Oleh Humas     Dipublikasikan pada 19 November 2014
Kategori: Opini
Dibaca: 138.839 Kali

FPIKegiatan demonstrasi kerap kali terjadi di wilayah Ibu Kota selama satu bulan terakhir ini yang dilakukan oleh Front Pembela Islam (FPI). Kegiatan demonstrasi tersebut menyita perhatian karena cenderung berakhir dengan peristiwa bentrok dengan pihak Kepolisian. Selama satu bulan terkahir ini tercatat FPI sudah beberapa kali melakukan aksi demonstrasi, dan terjadi satu kali bentrokan dengan pihak Kepolisian pada 3 Oktober 2014.

FPI bersama dengan organisasi masyarakat Islam lainnya mengerahkan sejumlah massa sebanyak 200-300 orang. Konsentrasi massa tersebut berkumpul di depan Kantor DPRD Provinsi DKI Jakarta. Pada awalnya mereka melakukan orasi dan menyampaikan pandangan mereka, namun suasana menjadi berubah manakala para demonstran tersebut mulai melempari aparat kepolisian yang berjaga dengan batu. Terdapat beberapa aparat yang mengalami luka-luka akibat lemparan batu tersebut.

Pasca bentrokan, pihak kepolisian mengamankan Koordinator Lapangan (Korlap) kegiatan demonstrasi tersebut. Kepolisian juga menahan sebanyak 14 orang yang terlibat dalam insiden bentrok dengan aparat. Kepolisian Daerah DKI Jakarta juga melakukan pencarian terhadap Habib Novel yang disebut-sebut sebagai dalang dalam terjadinya bentrok. Habib Novel sendiri pun pada akhirnya menyerahkan diri ke pihak kepolisian.

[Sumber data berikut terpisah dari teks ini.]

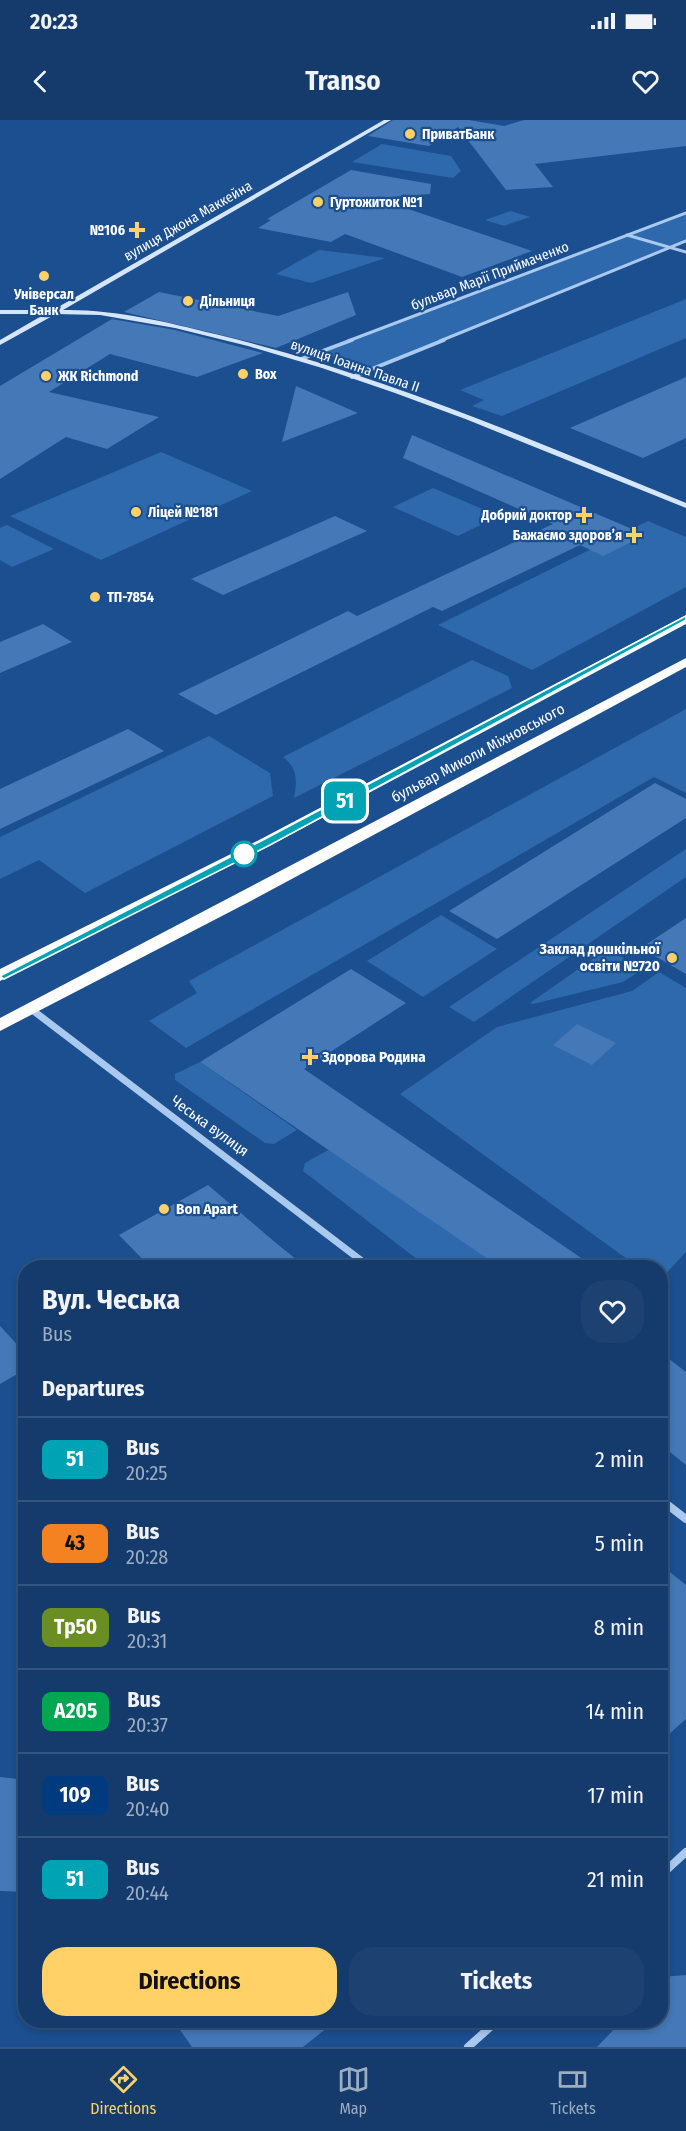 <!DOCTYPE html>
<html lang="en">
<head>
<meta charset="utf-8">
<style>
	body { margin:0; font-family:"Fira Sans Condensed",sans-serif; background:#1d4271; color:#f1f3f6; height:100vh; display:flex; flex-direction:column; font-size:22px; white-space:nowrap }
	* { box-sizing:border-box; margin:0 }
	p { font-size:20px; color:#9dadc1 }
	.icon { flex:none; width:33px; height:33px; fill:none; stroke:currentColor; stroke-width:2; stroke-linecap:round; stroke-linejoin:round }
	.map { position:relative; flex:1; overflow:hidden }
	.side { position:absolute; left:18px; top:1140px; width:650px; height:768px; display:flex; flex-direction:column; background:#143b6b; border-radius:24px; box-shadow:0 3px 9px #0003,0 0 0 2px #33557e }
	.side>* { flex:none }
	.badge { padding:0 12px; border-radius:9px; font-size:21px; line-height:39px }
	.map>.badge { position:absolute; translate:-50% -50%; box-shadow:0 0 0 3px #fff }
	h2 { padding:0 24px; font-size:22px; line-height:54px }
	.round { display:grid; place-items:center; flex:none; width:63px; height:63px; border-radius:24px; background:#1d4271 }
	.headline { display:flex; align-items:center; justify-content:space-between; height:102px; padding:0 24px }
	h1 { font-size:28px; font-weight:700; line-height:45px }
	.cta { display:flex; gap:12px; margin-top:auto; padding:12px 24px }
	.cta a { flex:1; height:69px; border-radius:24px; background:#ffd166; color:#111; font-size:24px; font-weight:700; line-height:69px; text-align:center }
	.cta a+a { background:#1d4271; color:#f1f3f6 }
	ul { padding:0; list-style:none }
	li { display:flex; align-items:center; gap:18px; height:84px; padding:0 24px; border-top:2px solid #33557e }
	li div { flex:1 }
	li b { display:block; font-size:22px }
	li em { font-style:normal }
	li .badge { min-width:66px; font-weight:700; text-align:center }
	.status { display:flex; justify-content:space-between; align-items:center; height:42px; padding:0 30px; background:#143b6b; direction:ltr }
	.status svg { height:16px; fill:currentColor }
	header { display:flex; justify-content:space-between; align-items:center; height:78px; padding:0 24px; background:#143b6b; font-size:27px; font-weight:700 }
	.tabs { display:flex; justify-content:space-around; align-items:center; height:84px; border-top:2px solid #33557e; background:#143b6b; font-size:16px; color:#9dadc1 }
	.tabs a { display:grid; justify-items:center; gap:3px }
	.tabs .on { color:#ffd166 }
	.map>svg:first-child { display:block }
	.green { fill:#2e69ad }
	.building { fill:#4478b7 }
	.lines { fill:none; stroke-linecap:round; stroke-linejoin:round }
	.street-far3 { stroke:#a9c9ee; stroke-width:3 }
	.street-far2 { stroke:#a9c9ee; stroke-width:4 }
	.street-far1 { stroke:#a9c9ee; stroke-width:7 }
	.street { stroke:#a9c9ee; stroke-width:8 }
	.secondary { fill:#d6e6fa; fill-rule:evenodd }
	.highway { fill:#fff; fill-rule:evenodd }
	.line { fill:#00a3b4; stroke:#fff; stroke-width:1.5 }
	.poi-dot { fill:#ffd166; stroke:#1b4f8f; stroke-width:2 }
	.stop-dot { fill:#fff; stroke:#00a3b4; stroke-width:3 }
	.labels { text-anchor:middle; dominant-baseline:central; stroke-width:4.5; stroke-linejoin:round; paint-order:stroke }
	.far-poi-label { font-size:14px; font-weight:bold; fill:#fff; stroke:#1b4f8f; text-anchor:start }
	.far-street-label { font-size:14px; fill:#fff; stroke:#1b4f8f }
	.street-label { font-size:15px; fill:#fff; stroke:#1b4f8f }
	.poi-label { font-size:15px; font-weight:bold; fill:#fff; stroke:#1b4f8f; text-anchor:start }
</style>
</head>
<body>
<div class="status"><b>20:23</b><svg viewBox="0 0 49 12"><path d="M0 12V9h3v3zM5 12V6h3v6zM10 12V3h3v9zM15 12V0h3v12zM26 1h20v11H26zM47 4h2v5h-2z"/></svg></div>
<header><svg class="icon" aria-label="back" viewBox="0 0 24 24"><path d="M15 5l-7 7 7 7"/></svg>Transo<svg class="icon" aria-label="heart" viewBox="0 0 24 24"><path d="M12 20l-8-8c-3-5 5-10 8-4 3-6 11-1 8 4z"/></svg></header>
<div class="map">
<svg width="686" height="1927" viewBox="0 0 686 1927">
	<rect width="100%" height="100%" fill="#1b4f8f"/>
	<g class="green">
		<polygon points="382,24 451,36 461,51 453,58 352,42"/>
		<polygon points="511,91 530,97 504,106 485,100"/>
		<polygon points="686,93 686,121 369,250 319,232"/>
		<polygon points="319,130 385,138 311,163 276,154"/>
		<polygon points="686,179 686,218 502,296 472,286 484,280 460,270"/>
		<polygon points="161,332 252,371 101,440 10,396"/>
		<polygon points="433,368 499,396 458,416 393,387"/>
		<polygon points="648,401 686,417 686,467 532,550 438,505"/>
		<polygon points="7,405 54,429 12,447 0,440 0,408"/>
		<path d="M472,540L508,556L512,568L294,678C297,661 298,648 283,637Z"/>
		<polygon points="686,589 686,673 654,657 186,928 149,901 197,873 189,861"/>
		<polygon points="209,616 270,653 273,676 85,773 39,740 0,759 0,717"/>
		<polygon points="686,729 686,757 474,902 449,887"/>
		<polygon points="441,795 497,829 423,877 367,841"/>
		<polygon points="607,829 643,849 623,862 533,884 530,883"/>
		<polygon points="659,852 686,868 686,1132 660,1160 660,1148 638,1147 400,974 497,907 632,871"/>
		<polygon points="200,942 297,1010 274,1024 265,1023 175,960 175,954"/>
		<polygon points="330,1029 501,1147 427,1147 303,1051 305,1043"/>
	</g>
	<g class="building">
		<polygon points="393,0 469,0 504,6 524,0 686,0 686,26 535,44 553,67 506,70 458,7 429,26 368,16"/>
		<polygon points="351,50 431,64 430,74 376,78 532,131 462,157 345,114 331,122 258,108 271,100 267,99"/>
		<polygon points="159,172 278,196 348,172 356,195 276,228 124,192"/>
		<polygon points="112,199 175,210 263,233 197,257 110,234 49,272 159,297 107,329 66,317 0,359 0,266"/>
		<polygon points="686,257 686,318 643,338 570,308"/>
		<polygon points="296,266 358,293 282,322"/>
		<polygon points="412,315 646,415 603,436 580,425 442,491 433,487 216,595 178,574 348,491 357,496 553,404 403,338"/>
		<polygon points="335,396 367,411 223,475 191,459"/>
		<polygon points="43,504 72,522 0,553 0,522"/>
		<polygon points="128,609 164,631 0,709 0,669"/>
		<polygon points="655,663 686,679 686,698 497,819 449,791"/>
		<polygon points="686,798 686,854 641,828"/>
		<polygon points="351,849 406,883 304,949 596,1148 501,1148 200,942"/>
		<polygon points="577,904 616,923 592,945 553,925"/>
		<polygon points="208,1065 276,1123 307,1148 151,1148 119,1115"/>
		<polygon points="0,1206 26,1234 26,1249 0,1264"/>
		<polygon points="660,1232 686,1252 686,1345 660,1324"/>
		<polygon points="660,1444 686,1465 686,1599 660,1622"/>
		<polygon points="0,1657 26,1660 26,1772 0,1771"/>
		<polygon points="686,1855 686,1927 597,1927 623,1900 660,1900 660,1857"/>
		<polygon points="173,1900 337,1900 303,1927 192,1927"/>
	</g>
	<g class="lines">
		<g class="street-far3">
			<polyline points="627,115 686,132"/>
			<polyline points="348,221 686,93"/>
			<polyline points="440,221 686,121"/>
		</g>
		<g class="street-far2">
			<polyline points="301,239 352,220"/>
			<polyline points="352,257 444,220"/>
		</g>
		<polyline class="street-far1" points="31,889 371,1148"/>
		<g class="street">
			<polyline points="660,1379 686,1399"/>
			<polyline points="660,1756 686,1732"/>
			<polyline points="468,1927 498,1900"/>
		</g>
		<path class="secondary" d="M384,0H391L63,190C114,189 166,202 215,214C378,253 532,320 686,383V388L468,300L395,273L322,248L248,226L175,208L100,195L56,194L0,225V220L45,194H0V190H53Z"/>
		<g class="highway">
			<polygon points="686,495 686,504 271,725 0,861 0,849 261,719"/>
			<polygon points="686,538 686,547 247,783 0,911 0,898"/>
		</g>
	</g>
	<polygon class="line" points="686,496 686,500 270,725 4,859 0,856 263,720"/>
	<g class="poi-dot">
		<circle cx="410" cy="14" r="6"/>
		<circle cx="318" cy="82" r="6"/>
		<path d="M134 101h6v6h6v6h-6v6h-6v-6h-6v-6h6z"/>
		<circle cx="44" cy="156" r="6"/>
		<circle cx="188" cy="181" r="6"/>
		<circle cx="243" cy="254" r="6"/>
		<circle cx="46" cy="256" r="6"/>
		<circle cx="136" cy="392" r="6"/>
		<path d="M581 386h6v6h6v6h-6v6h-6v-6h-6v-6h6z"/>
		<path d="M631 406h6v6h6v6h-6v6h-6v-6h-6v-6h6z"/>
		<circle cx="95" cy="477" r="6"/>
		<circle cx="672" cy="838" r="6"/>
		<path d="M307 928h6v6h6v6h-6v6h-6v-6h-6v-6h6z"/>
		<circle cx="164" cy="1089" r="6"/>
	</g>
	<circle class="stop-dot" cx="244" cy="734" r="12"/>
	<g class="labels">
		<g class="far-poi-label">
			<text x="422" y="14">ПриватБанк</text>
			<text x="330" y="82">Гуртожиток №1</text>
			<text x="125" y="110" text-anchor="end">№106</text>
			<text x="44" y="174" text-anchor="middle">Універсал<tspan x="44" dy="16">Банк</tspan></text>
			<text x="200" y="181">Дільниця</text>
			<text x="255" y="254">Box</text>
			<text x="58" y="256">ЖК Richmond</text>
			<text x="148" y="392">Ліцей №181</text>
			<text x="572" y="395" text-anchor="end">Добрий доктор</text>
			<text x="622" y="415" text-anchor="end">Бажаємо здоровʼя</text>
			<text x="107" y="477">ТП-7854</text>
		</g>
		<g class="far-street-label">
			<text transform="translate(188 101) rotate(-30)">вулиця Джона Маккейна</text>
			<text transform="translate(490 156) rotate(-21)">бульвар Марії Приймаченко</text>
			<text transform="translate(355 246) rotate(19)">вулиця Іоанна Павла II</text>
		</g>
		<g class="street-label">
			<text transform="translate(478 633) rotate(-28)">бульвар Миколи Міхновського</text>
			<text transform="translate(210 1006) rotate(36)">Чеська вулиця</text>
		</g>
		<g class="poi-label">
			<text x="660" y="829" text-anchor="end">Заклад дошкільної<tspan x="660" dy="17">освіти №720</tspan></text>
			<text x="322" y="937">Здорова Родина</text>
			<text x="176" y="1089">Bon Apart</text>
		</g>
	</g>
</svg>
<b class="badge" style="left:345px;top:681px;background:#00a3b4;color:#fff">51</b>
<section class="side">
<div class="headline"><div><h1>Вул. Чеська</h1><p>Bus</p></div><a class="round"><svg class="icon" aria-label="heart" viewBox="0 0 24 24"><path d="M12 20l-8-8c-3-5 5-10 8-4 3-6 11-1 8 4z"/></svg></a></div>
<h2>Departures</h2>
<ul>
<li><span class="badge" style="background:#00a3b4;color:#fff">51</span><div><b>Bus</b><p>20:25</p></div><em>2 min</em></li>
<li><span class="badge" style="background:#f58220;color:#111">43</span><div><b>Bus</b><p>20:28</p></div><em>5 min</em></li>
<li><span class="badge" style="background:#6b8e23;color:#fff">Тр50</span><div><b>Bus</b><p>20:31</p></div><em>8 min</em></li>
<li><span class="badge" style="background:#00a651;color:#fff">А205</span><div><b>Bus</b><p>20:37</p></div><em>14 min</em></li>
<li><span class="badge" style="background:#003b80;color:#fff">109</span><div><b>Bus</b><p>20:40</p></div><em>17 min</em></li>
<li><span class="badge" style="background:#00a3b4;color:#fff">51</span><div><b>Bus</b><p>20:44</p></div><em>21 min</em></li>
</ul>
<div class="cta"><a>Directions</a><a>Tickets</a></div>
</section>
</div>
<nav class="tabs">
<a class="on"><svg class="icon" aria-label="directions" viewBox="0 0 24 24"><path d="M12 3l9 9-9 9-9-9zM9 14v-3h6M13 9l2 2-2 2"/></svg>Directions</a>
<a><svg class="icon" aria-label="map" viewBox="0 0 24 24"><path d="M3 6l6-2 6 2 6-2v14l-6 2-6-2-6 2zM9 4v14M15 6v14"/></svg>Map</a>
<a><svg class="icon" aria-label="tickets" viewBox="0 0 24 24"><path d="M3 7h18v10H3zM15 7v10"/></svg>Tickets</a>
</nav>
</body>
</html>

Setelah dilaksanakannya tahapan pemeriksaan, pada tanggal 14 Oktober pihak kepolisian telah mengirimkan berkas mengenai kejadian bentrokan tersebut kepada Kejaksaan Tinggi. Polisi menetapkan 22 tersangka yang juga dijerat dengan Pasal 160 KUHP tentang Penghasutan, Pasal 170 KUHP tentang Perusakan secara bersama-sama, Pasal 214 KUHP melawan petugas atau aparat.

Tuntutan-tuntutan FPI

Dalam setiap kali melakukan aksi demonstrasi, FPI selalu menyuarakan agar Basuki Tjahja Purnama (Ahok) yang juga merupakan Plt. Gubernur DKI Jakarta, tidak dilantik menjadi Gubernur DKI Jakarta. Tuntutan FPI tersebut disebabkan karena FPI berpandangan, Provinsi DKI Jakarta tidak boleh dipimpin oleh seorang Ahok yang tidak beragama Islam. Dalam demonstrasi pada tanggal 23 September 2014, FPI menyampaikan sebanyak tujuh tuntutan terkait penolakan Ahok menjadi Gubernur DKI Jakarta, antara lain:

  1. Meminta Ahok segera mengundurkan diri dari jabatan calon Gubernur maupun Wakil Gubernur DKI Jakarta.
  2. Meminta DPRD DKI Jakarta untuk menurunkan Ahok sebagai Wakil Gubernur DKI Jakarta.
  3. Mendesak DPRD DKI Jakarta segera mengeluarkan SK atau Perda tentang jabatan di pemerintahan yang beragama non-Islam.
  4. Mendesak DPRD DKI Jakarta untuk mengedepankan dan menjunjung  tinggi asas proporsionalisme dan rasa keadilan terhadap Pilkada.
  5. Meminta DPRD DKI Jakarta untuk menjunjung tinggi ayat suci di atas ayat konstitusi.
  6. Meminta DPRD DKI Jakarta mendukung KMP (Koalisi Merah Putih) di DPR RI untuk menerapkan Pilkada lewat DPRD yang menjunjung tinggi asas musyawarah dan mufakat.
  7. Mendorong Gubernur dan Wakil Gubernur DKI Jakarta terpilih mengedepankan pembangunan moral dan spiritual dibanding fisik semata.

Ahok Menjadi Gubernur

Tuntutan utama pada demonstran adalah Ahok tidak boleh menjadi Gubernur Jakarta menggantikan Joko Widodo. Mereka melihat sosok Ahok sebagai sosok yang arogan dan tidak mengayomi seluruh lapisan masyarakat. Keadaan tersebut diperparah dengan adanya Instruksi Gubernur Nomor 67 Tahun 2014 tentang Pengendalian Penampungan dan Pemotongan Hewan Dalam Rangka Menyambut Idul Fitri dan Idul Adha Tahun 2014/2015. Instruksi tersebut menyatakan adanya pelarangan atas kegiatan pemotongan hewan kurban di lokasi sekolah pendidikan dasar. Hal tersebut dilakukan mengingat kondisi psikologi anak didik sekolah dasar yang mungkin tidak siap melihat pemotongan hewan kurban. Namun hal tersebut disalahartikan bagi sebagian orang di mana menurut padangan mereka, Instruksi Gubernur tersebut melarang adanya kegiatan pemotongan hewan kurban. Berdasarkan Pasal 203 ayat 1 Perppu No.1 Tahun 2014 tentang Pemilihan Gubernur, Bupati, dan Walikota disebutkan bahwa apabila terjadi kekosongan Gubernur yang diangkat berdasarkan UU No. 32 Tahun 2004 tentang Pemerintahan Daerah maka posisi Gubernur yang kosong tersebut diisi oleh Wakil Gubernurnya sampai habis masa jabatannya.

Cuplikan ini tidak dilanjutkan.